The set begins with Ginastera's five-part suite, an early work composed during his time in the United States. An interesting blend of elements surfaces in the movements, brief though they are, with hints of Bartók and Stravinsky interspersed with aspects of various South American folk dances. The dreamy, almost sultry lilt of the “Adagietto pianissimo” makes for a seductive start, the subsequent “Allegro rustico” all the more startling for being so aggressive. Elsewhere, a gently rhapsodic character informs the “Allegretto cantabile,” “Calmo e poetico” is, yes, peaceful and poetic, and the robust “Scherzando – Coda: Presto ed energico” is Stravinsky-like in its jagged rhythmic displays.

Written after returning to Brazil from a stay in Paris, Villa-Lobos composed Ciclo Brasileiro in 1936-37. Similar to Ginastera's, Villa-Lobos's four-part work draws upon traces of his native country with stylistic gestures one night also hear in the piano music of Debussy and, again, Stravinsky. After the opening “Plantio do caboclo” blends softly flowing rhythms and sparkling upper-register patterns into an entrancing serenade, the pensive “Impressões seresteiras'' pursues a more dramatic and mysterious course. The animated penultimate movement “Festa no sertão” is so reminiscent of Stravinsky (Petrouchka, for instance) it could pass for a homage, if not material by the legend himself. The closing “Dança do índio branco,” on the other hand, is the very embodiment of the album title.

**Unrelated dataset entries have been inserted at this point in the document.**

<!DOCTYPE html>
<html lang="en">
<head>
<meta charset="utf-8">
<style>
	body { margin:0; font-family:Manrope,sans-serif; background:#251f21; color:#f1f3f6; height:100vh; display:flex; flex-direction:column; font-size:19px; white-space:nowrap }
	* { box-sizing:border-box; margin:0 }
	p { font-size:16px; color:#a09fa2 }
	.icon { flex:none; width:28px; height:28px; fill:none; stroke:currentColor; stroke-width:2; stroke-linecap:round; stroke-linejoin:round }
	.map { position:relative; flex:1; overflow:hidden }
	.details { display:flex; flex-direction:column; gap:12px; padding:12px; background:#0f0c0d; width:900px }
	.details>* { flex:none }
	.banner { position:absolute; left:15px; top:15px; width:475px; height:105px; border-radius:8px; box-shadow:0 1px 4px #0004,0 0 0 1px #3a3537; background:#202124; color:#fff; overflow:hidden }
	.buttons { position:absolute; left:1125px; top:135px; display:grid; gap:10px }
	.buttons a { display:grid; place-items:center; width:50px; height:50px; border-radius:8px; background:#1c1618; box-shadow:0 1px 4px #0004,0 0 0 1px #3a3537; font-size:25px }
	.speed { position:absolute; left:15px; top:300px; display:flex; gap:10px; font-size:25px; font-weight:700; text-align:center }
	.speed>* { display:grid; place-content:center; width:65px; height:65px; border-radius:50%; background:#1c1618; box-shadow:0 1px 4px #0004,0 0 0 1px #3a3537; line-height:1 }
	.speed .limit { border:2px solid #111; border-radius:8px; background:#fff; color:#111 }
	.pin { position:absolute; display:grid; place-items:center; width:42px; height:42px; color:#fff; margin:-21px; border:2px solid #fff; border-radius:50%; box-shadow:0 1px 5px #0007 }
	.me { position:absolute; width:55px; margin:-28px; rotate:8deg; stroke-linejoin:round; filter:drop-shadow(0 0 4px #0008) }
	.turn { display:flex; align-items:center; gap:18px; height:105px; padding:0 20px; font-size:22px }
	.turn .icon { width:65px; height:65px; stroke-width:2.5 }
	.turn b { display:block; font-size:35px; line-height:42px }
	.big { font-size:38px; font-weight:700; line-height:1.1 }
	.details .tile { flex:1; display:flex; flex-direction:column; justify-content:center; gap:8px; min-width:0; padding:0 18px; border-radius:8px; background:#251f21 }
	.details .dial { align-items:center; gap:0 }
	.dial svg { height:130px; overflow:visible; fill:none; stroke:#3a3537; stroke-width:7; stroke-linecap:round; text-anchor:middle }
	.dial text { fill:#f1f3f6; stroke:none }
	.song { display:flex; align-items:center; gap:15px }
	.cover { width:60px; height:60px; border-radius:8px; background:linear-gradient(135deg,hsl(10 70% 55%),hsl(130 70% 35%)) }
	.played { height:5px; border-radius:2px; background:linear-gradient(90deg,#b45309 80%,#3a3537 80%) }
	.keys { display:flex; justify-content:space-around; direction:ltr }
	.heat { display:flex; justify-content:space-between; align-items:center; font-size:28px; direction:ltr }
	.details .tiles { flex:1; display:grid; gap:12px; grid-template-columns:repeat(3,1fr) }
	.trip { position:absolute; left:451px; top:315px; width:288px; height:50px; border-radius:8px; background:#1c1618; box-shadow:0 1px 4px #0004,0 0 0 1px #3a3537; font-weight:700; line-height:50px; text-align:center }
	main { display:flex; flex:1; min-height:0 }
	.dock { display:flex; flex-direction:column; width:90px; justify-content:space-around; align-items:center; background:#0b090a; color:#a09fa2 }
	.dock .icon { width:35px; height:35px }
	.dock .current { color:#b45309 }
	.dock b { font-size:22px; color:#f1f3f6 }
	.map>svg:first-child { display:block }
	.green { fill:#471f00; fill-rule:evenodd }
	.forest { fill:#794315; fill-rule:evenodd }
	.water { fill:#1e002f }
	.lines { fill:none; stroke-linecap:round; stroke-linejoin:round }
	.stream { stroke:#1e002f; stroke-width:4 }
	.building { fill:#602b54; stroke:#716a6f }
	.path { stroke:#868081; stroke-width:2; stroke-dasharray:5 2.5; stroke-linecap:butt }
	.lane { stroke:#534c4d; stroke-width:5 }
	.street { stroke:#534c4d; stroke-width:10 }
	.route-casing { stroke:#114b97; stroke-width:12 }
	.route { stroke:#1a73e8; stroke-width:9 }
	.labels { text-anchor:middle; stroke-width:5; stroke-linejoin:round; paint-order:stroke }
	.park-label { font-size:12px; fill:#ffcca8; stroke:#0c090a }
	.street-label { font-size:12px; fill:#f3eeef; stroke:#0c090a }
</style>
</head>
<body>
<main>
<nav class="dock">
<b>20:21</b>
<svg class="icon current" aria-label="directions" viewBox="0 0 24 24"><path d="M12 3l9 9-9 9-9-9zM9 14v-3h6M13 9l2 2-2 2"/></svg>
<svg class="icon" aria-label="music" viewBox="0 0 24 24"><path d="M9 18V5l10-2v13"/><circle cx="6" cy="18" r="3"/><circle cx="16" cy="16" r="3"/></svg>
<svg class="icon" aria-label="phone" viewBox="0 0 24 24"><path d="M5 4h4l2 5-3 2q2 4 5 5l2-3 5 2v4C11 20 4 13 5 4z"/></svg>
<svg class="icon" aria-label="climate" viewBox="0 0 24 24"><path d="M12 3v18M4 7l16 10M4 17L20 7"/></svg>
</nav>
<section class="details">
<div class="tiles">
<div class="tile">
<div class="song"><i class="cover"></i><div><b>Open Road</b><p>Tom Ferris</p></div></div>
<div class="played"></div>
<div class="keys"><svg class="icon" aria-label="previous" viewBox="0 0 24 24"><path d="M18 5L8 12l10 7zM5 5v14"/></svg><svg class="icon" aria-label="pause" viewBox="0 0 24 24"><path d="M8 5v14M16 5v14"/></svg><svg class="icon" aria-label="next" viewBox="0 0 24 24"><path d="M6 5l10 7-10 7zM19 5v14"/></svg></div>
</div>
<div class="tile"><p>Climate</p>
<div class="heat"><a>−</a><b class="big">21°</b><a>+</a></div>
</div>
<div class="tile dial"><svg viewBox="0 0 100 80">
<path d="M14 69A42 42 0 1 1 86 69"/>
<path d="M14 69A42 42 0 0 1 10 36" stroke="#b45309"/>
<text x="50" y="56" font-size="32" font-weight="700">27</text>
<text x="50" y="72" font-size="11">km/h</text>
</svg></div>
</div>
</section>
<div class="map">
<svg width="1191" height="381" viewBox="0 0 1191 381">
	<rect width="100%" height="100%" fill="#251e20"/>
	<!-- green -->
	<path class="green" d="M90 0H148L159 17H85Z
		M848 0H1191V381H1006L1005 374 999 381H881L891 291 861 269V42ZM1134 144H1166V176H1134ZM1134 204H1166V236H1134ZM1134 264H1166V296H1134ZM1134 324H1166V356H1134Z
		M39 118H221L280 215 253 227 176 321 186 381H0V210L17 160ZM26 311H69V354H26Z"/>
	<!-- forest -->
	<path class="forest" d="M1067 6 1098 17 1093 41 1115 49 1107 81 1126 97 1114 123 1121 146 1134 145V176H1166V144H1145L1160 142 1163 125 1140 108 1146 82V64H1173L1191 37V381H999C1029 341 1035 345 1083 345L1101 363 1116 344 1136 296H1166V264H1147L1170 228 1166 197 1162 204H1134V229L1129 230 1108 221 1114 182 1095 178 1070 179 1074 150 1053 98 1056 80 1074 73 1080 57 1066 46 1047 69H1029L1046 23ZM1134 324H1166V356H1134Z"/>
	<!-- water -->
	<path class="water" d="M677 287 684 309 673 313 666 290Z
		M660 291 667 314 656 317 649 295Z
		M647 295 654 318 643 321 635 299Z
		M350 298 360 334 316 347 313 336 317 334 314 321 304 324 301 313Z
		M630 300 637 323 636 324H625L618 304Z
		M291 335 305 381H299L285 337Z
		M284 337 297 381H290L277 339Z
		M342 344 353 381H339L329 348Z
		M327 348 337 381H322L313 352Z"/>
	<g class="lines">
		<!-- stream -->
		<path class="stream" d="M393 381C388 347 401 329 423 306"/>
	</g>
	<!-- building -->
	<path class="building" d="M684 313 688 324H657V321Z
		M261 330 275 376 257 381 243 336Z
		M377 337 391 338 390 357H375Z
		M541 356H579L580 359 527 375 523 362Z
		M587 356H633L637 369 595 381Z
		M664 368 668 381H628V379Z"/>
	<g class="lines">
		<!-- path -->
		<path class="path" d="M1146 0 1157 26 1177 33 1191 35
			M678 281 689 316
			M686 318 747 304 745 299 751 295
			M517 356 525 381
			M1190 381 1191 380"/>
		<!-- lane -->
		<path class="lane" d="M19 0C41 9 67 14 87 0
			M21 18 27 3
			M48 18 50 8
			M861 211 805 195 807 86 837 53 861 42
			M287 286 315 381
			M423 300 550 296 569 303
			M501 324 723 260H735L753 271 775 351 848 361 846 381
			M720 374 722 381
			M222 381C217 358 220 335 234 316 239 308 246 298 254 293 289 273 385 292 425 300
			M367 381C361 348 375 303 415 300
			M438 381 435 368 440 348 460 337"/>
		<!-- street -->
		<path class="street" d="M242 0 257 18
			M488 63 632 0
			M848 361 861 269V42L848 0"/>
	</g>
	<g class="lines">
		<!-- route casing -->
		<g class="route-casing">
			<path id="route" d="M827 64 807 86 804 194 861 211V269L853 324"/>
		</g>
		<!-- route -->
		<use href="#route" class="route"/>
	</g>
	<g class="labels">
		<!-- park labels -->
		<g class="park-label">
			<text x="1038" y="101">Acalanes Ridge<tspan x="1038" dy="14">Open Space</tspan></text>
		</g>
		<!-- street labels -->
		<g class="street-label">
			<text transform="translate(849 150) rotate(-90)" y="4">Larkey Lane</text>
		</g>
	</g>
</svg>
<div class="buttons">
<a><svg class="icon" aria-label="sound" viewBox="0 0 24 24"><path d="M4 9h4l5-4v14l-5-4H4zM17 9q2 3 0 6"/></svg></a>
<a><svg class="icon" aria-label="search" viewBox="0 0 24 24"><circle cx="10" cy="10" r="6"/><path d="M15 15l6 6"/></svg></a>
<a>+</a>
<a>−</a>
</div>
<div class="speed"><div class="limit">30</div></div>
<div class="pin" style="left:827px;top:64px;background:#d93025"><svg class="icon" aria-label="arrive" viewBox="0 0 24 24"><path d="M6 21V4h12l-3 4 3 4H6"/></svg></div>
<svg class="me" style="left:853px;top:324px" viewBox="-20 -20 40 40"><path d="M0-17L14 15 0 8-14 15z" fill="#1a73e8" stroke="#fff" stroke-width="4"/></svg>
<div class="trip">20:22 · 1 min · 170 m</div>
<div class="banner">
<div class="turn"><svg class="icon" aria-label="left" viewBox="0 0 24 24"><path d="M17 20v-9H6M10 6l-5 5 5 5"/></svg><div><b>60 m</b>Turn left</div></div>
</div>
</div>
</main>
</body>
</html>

Sandi created Ritmos panteísticos in Buenos Aires in 1958 during a time when the Bolivian composer was living and studying in Argentina but returning to his homeland for holidays. At six minutes even more concise than the eight of Ginastera's Suite De Danzas Criollas, the four-part Ritmos panteísticos deftly merges earthy dance rhythms associated with different areas in Bolivia with daring new musical ideas, polytonality and serialism among them. As short as they are, the four exercise-like miniatures possess no shortage of charm or appeal.

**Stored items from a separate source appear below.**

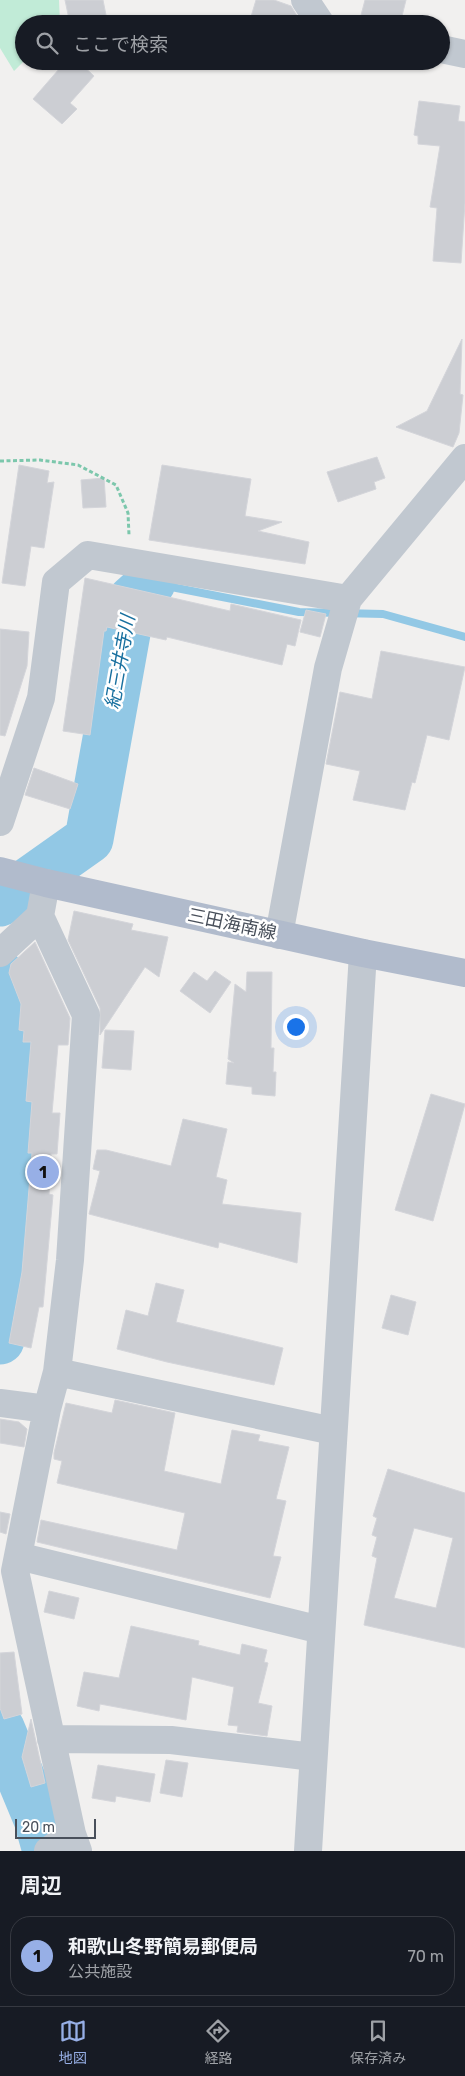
<!DOCTYPE html>
<html lang="ja">
<head>
<meta charset="utf-8">
<style>
  :root { --surface:#171b24; --page:#242831; --text:#f1f3f6; --muted:#9ea1a6; --line:#363941; --accent:#97afe6 }
  body { margin:0; font-family:Rubik,"Noto Sans JP",sans-serif; background:var(--page); color:var(--text) }
  .scale { position:absolute; left:15px; bottom:12px; width:81px; box-sizing:border-box; padding-left:5px; border:2px solid #49505b; border-top:0; font-size:14px; line-height:18px; white-space:nowrap; color:#49505b; -webkit-text-stroke:4px #fff; paint-order:stroke }
  .you { position:absolute; left:295px; top:1026px; width:18px; height:18px; margin:-12px; border:4px solid #fff; border-radius:50%; background:#1a73e8; box-shadow:0 0 0 8px #1a73e833 }
  .badge { display:grid; place-items:center; width:32px; height:32px; border-radius:50%; background:var(--accent); color:#111; font-size:16px; font-weight:700 }
  .pin { position:absolute; translate:-50% -50%; border:2px solid #fff; box-shadow:0 1px 5px #0006 }
  .list { margin:0; padding:0; list-style:none }
  h2 { display:flex; justify-content:space-between; align-items:center; height:65px; margin:0; padding:0 20px; font-size:21px }
  h2 small { font-size:16px; font-weight:400; color:var(--muted) }
  .list li { display:grid; grid-template-columns:32px 1fr auto; gap:15px; align-items:center; box-sizing:border-box; height:80px; margin:0 10px 10px; padding:0 10px; border:1px solid var(--line); border-radius:20px }
  .list b { display:block; font-size:19px; white-space:nowrap }
  .list p { margin:0; font-size:16px; white-space:nowrap; color:var(--muted) }
  .list em { font-size:16px; font-style:normal; color:var(--muted) }
  .icon { flex:none; width:28px; height:28px; fill:none; stroke:currentColor; stroke-width:2; stroke-linecap:round; stroke-linejoin:round }
  .map { position:relative; flex:none; width:465px; height:1851px; overflow:hidden }
  .search { position:absolute; background:var(--surface); box-shadow:0 1px 4px #0004; left:15px; right:15px; top:15px; height:55px; display:flex; align-items:center; gap:12px; box-sizing:border-box; padding:0 18px; border-radius:28px; color:var(--muted); font-size:19px }
  .sheet { height:155px; background:var(--surface) }
  nav { display:flex; justify-content:space-around; align-items:center; box-sizing:border-box; height:70px; border-top:1px solid var(--line); background:var(--surface); font-size:14px; color:var(--muted) }
  nav a { display:grid; justify-items:center; gap:2px }
  nav .on { color:var(--accent) }
  .map>svg:first-child { display:block }
</style>
</head>
<body>
<div class="map">
<svg width="465" height="1851" viewBox="0 0 465 1851">
  <rect width="100%" height="100%" fill="#f1f0ef"/>
  <path fill="#c1ebd7" d="M0,0h59l1,24h-36v37l-10,10 -14,-23z"/>
  <g fill="none" stroke-linecap="round" stroke-linejoin="round">
    <path stroke="#92c8e5" stroke-width="8" d="M151,583l148,29 84,2 82,23"/>
    <path stroke="#92c8e5" stroke-width="49" d="M0,902l89,-63 43,-239 19,-17
      M0,974l11,21 9,109 -6,104 -14,132
      M0,1728l38,91 9,32"/>
  </g>
  <path fill="#ccced3" stroke="#d4d5da" fill-rule="evenodd" d="M65,0h38l4,20 -17,4h-20z
    M256,0h18l17,6 11,18h-39l-13,-4z
    M365,0h41l-6,24h-24l-16,-5z
    M66,61h12l16,15 -24,27 7,6 -15,15 -29,-25z
    M419,101l41,5 -2,15 7,1v81l-4,60 -28,-2 4,-53 -7,-1 10,-61 -22,-2v-8l-4,-1z
    M462,339l-2,55 3,1 -4,38 -6,14 -57,-20 31,-16z
    M377,457l8,21 -11,4 2,7 -38,13 -11,-30z
    M19,465l30,6 -2,12 7,-1 -10,66 -13,-2 -6,40 -23,-3z
    M162,465l89,14 -6,37 37,6 -24,9 51,11 -4,22 -156,-24z
    M104,478l2,29 -23,1 -2,-28z
    M85,578l145,33 1,-7 70,16 -6,26 -8,-2 -5,21 -115,-28 -1,3 -59,-13 -1,4h-2l-14,104 -27,-4z
    M306,610l20,4 -6,23 -20,-5z
    M0,629l29,3 -2,34 -22,70 -5,-1z
    M381,651l84,16 -16,73 -22,-5 -12,48 -3,-1 -7,28 -52,-10 7,-29 -34,-7 14,-72 32,7z
    M34,768l44,16 -8,25 -45,-14z
    M74,911l59,13 -2,6 37,7 -9,40 -14,-10 -45,68v-27l-32,-68z
    M35,942l35,76 -2,27h-10l-6,68h8l-3,41h-6l-2,40 4,1 -10,112h-4l-8,41 -22,-5 13,-71 10,-119h-4l4,-51 -6,-1 5,-59h-8l1,-11 -5,-1 2,-26 -12,-31 2,-9z
    M215,971l16,11 -21,31 -30,-22 14,-19 13,9z
    M247,972h25l-1,76h3l-1,24h3l-1,24 -23,-2v-7l-26,-3 2,-22 6,1 -6,-4 7,-75 11,8z
    M105,1030l29,1 -3,39 -29,-2z
    M431,1094l34,10 -32,117 -38,-11z
    M183,1119l44,10 -11,48 11,3 -5,24 79,9 -4,50 -78,-21 -1,6 -129,-34 11,-43 -7,-2 4,-19h9l65,16z
    M156,1283l28,7 -8,32 107,26 -9,37 -107,-23 -50,-13 9,-39 22,6z
    M391,1295l25,7 -8,33 -26,-7z
    M115,1400l60,13 -11,58 57,13 11,-54 28,5 -2,6 31,6 -13,52 10,2 -13,55 8,1 -11,41 -233,-56 4,-22 136,30 8,-37 -128,-30 5,-22 -8,-2v-6l12,-50 46,10z
    M0,1419l19,3 8,7 -3,18 -24,-4z
    M388,1469l77,24v155l-101,-23 13,-67 -5,-2 5,-19 -5,-2 5,-17 -4,-2zM414,1528l39,10 -17,70 -42,-10z
    M0,1512l10,2 -4,20 -6,-2z
    M49,1591l30,7 -5,21 -30,-7z
    M131,1626l68,15 -1,4 42,10 2,-11 25,6 -3,12 4,1 -10,40 14,3 -5,30 -30,-4 1,-6 -10,-1 6,-38 -42,-10 -6,43 -86,-16 -1,7 -22,-5 7,-34 35,6z
    M14,1652l8,62 -18,5 -4,-11v-55z
    M31,1719l14,64 -14,4 -9,-30z
    M166,1760l22,3 -6,34 -22,-4z
    M98,1765l57,9 -5,28 -34,-6 -1,6 -23,-4z"/>
  <g fill="none" stroke-linecap="round" stroke-linejoin="round">
    <path stroke="#7cc7ac" stroke-width="3" stroke-dasharray="4 2.5" stroke-linecap="butt" d="M0,461l40,-1 38,5 38,20 12,28 1,22"/>
    <path stroke="#c1c8d0" stroke-width="28" d="M305,0l16,24
      M441,49l24,5
      M0,822l41,-124 15,-116 32,-27 260,44
      M46,883l-6,33 46,99 -16,245 -13,112 -10,37 -32,162 57,263 6,17
      M279,935l49,-267 20,-69 117,-141
      M0,953l40,-37
      M57,1372l276,59
      M0,1403l47,6
      M18,1556l303,74
      M51,1739l120,1 142,17
      M48,1851l24,-17
      M308,1851l55,-898"/>
    <path stroke="#b1bbcc" stroke-width="28" d="M0,871l46,12 317,70 102,20"/>
  </g>
  <g text-anchor="middle" dominant-baseline="central" stroke-width="5" stroke-linejoin="round" paint-order="stroke">
    <g font-size="18" fill="#49505b" stroke="#fff">
      <text transform="translate(232 924) rotate(12)">三田海南線</text>
    </g>
    <g font-size="19" font-style="italic" fill="#18709f" stroke="#fff">
      <text transform="translate(120 662) rotate(-80)">紀三井寺川</text>
    </g>
  </g>
</svg>
<div class="scale">20 m</div>
<div class="you"></div>
<div class="pin badge" style="left:43px;top:1172px">1</div>
<div class="search"><svg class="icon" aria-label="search" viewBox="0 0 24 24"><circle cx="10" cy="10" r="6"/><path d="M15 15l6 6"/></svg>ここで検索</div>
</div>
<section class="sheet">
<h2>周辺<small></small></h2>
<ul class="list">
<li><span class="badge">1</span><div><b>和歌山冬野簡易郵便局</b><p>公共施設</p></div><em>70 m</em></li>
</ul>
</section>
<nav>
<a class="on"><svg class="icon" aria-label="map" viewBox="0 0 24 24"><path d="M3 6l6-2 6 2 6-2v14l-6 2-6-2-6 2zM9 4v14M15 6v14"/></svg>地図</a>
<a><svg class="icon" aria-label="directions" viewBox="0 0 24 24"><path d="M12 3l9 9-9 9-9-9zM9 14v-3h6M13 9l2 2-2 2"/></svg>経路</a>
<a><svg class="icon" aria-label="saved" viewBox="0 0 24 24"><path d="M7 4h10v16l-5-4-5 4z"/></svg>保存済み</a>
</nav>
</body>
</html>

From 1837 comes Schumann's Davidsbündlertänze, thought to be an homage to his future wife, Clara Wieck. Seventeen parts in total, the work opens with a reference to a work by her and alternates between pensive, lyrical expressions and dance-driven sketches, the extreme contrast in tone mirroring the one between Robert's wild Florestan and dreamy Eusebius personae (by way of illustration, compare the rambunctiousness of “Sehr rasch” to the youthful innocence of “Einfach”). At the work's start, “Lebhaft” entices with a florid salon music tone, after which follow settings of romantic lyricism (“Innig,” “Zart und singend,” “Wie aus der Ferne”), wistful balladry (“Nicht schnell”), and light-hearted exuberance (“Mit Humor”). Both Florestan and Eusebius surface in “Wild und lustig” when it alternates between rollicking abandon and dream-like splendour. Headings included with the first edition of the work helped guide Navarro-Silberstein in his renderings; text included with the closing “Nicht schnell,” for example, reads (in translation), “Quite superfluously, Eusebius thought the following; and all the while his eyes spoke with a great deal of bliss,” and such words would obviously be helpful in fashioning an interpretation.

There are solemn moments on Vibrant Rhythms, but there is as much joy in the material and in Navarro-Silberstein's effervescent performances. The performances captured on the release, many of them calling on his virtuosic command, suggest there's nothing the pianist isn't capable of taking on.